THE DATA section start

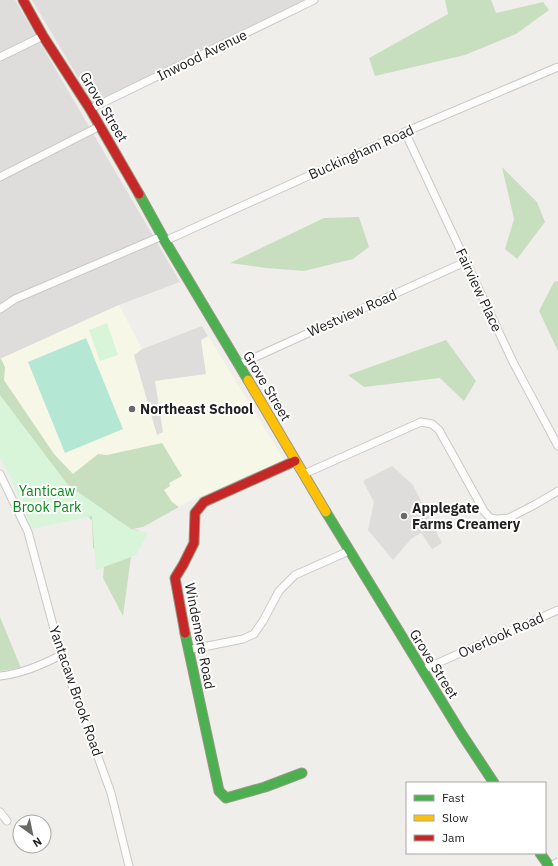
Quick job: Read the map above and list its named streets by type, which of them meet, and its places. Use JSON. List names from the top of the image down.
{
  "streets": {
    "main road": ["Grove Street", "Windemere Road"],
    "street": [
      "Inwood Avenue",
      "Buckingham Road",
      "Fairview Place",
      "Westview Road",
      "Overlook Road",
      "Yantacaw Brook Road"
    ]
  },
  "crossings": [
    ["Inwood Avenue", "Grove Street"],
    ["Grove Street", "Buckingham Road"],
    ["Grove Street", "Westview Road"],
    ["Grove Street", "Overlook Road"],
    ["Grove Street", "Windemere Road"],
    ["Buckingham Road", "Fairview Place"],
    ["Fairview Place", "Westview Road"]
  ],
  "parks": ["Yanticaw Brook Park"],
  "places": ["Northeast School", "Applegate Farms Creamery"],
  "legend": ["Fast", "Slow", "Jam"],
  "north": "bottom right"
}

THE DATA section end

ASSIGNED TASK. Output the records above exactly as they are, leaving out the pictures.

EXPECTED ANSWER.
Quick job: Read the map above and list its named streets by type, which of them meet, and its places. Use JSON. List names from the top of the image down.
{
  "streets": {
    "main road": ["Grove Street", "Windemere Road"],
    "street": [
      "Inwood Avenue",
      "Buckingham Road",
      "Fairview Place",
      "Westview Road",
      "Overlook Road",
      "Yantacaw Brook Road"
    ]
  },
  "crossings": [
    ["Inwood Avenue", "Grove Street"],
    ["Grove Street", "Buckingham Road"],
    ["Grove Street", "Westview Road"],
    ["Grove Street", "Overlook Road"],
    ["Grove Street", "Windemere Road"],
    ["Buckingham Road", "Fairview Place"],
    ["Fairview Place", "Westview Road"]
  ],
  "parks": ["Yanticaw Brook Park"],
  "places": ["Northeast School", "Applegate Farms Creamery"],
  "legend": ["Fast", "Slow", "Jam"],
  "north": "bottom right"
}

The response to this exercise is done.